→ Exercise: Output every entry below word for word, minus the images.

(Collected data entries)
★ ★ ★ ★

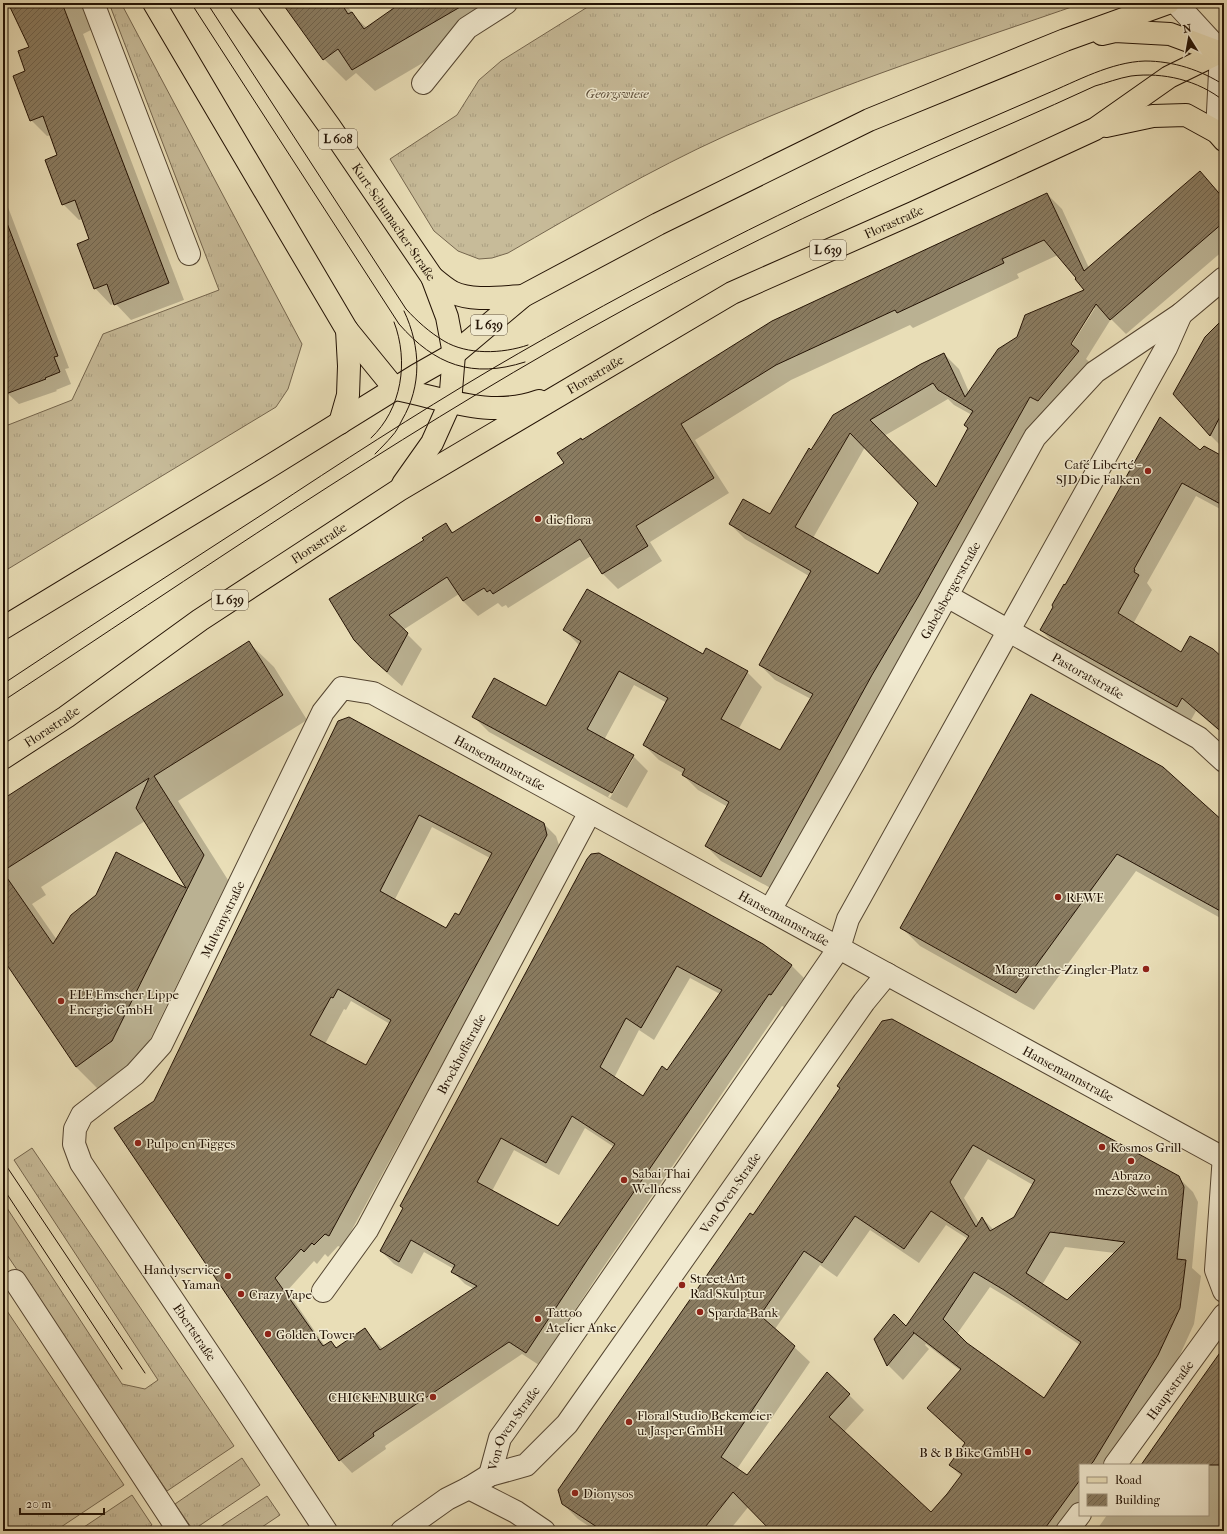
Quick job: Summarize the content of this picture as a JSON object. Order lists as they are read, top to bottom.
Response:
{
  "streets": {
    "main road": [
      "L 608",
      "Florastraße",
      "Kurt-Schumacher-Straße",
      "L 639"
    ],
    "street": [
      "Gabelsbergerstraße",
      "Pastoratstraße",
      "Hansemannstraße",
      "Mulvanystraße",
      "Brockhoffstraße",
      "Von-Oven-Straße",
      "Ebertstraße",
      "Hauptstraße"
    ]
  },
  "crossings": [
    ["L 608", "Kurt-Schumacher-Straße"],
    ["L 608", "L 639"],
    ["Kurt-Schumacher-Straße", "L 639"],
    ["Gabelsbergerstraße", "Pastoratstraße"],
    ["Gabelsbergerstraße", "Hansemannstraße"],
    ["Gabelsbergerstraße", "Von-Oven-Straße"],
    ["Hansemannstraße", "Mulvanystraße"],
    ["Hansemannstraße", "Brockhoffstraße"],
    ["Hansemannstraße", "Von-Oven-Straße"],
    ["Mulvanystraße", "Ebertstraße"]
  ],
  "parks": ["Georgswiese"],
  "places": [
    "Café Liberté - SJD Die Falken",
    "die flora",
    "REWE",
    "Margarethe-Zingler-Platz",
    "ELE Emscher Lippe Energie GmbH",
    "Pulpo en Tigges",
    "Kosmos Grill",
    "Abrazo meze & wein",
    "Sabai Thai Wellness",
    "Handyservice Yaman",
    "Street Art Rad Skulptur",
    "Crazy Vape",
    "Sparda-Bank",
    "Tattoo Atelier Anke",
    "Golden Tower",
    "CHICKENBURG",
    "Floral Studio Bekemeier u. Jasper GmbH",
    "B & B Bike GmbH",
    "Dionysos"
  ],
  "legend": ["Road", "Building"],
  "scale_bar": "20 m",
  "north": "top"
}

★ ★ ★ ★

→ Answer:
Quick job: Summarize the content of this picture as a JSON object. Order lists as they are read, top to bottom.
Response:
{
  "streets": {
    "main road": [
      "L 608",
      "Florastraße",
      "Kurt-Schumacher-Straße",
      "L 639"
    ],
    "street": [
      "Gabelsbergerstraße",
      "Pastoratstraße",
      "Hansemannstraße",
      "Mulvanystraße",
      "Brockhoffstraße",
      "Von-Oven-Straße",
      "Ebertstraße",
      "Hauptstraße"
    ]
  },
  "crossings": [
    ["L 608", "Kurt-Schumacher-Straße"],
    ["L 608", "L 639"],
    ["Kurt-Schumacher-Straße", "L 639"],
    ["Gabelsbergerstraße", "Pastoratstraße"],
    ["Gabelsbergerstraße", "Hansemannstraße"],
    ["Gabelsbergerstraße", "Von-Oven-Straße"],
    ["Hansemannstraße", "Mulvanystraße"],
    ["Hansemannstraße", "Brockhoffstraße"],
    ["Hansemannstraße", "Von-Oven-Straße"],
    ["Mulvanystraße", "Ebertstraße"]
  ],
  "parks": ["Georgswiese"],
  "places": [
    "Café Liberté - SJD Die Falken",
    "die flora",
    "REWE",
    "Margarethe-Zingler-Platz",
    "ELE Emscher Lippe Energie GmbH",
    "Pulpo en Tigges",
    "Kosmos Grill",
    "Abrazo meze & wein",
    "Sabai Thai Wellness",
    "Handyservice Yaman",
    "Street Art Rad Skulptur",
    "Crazy Vape",
    "Sparda-Bank",
    "Tattoo Atelier Anke",
    "Golden Tower",
    "CHICKENBURG",
    "Floral Studio Bekemeier u. Jasper GmbH",
    "B & B Bike GmbH",
    "Dionysos"
  ],
  "legend": ["Road", "Building"],
  "scale_bar": "20 m",
  "north": "top"
}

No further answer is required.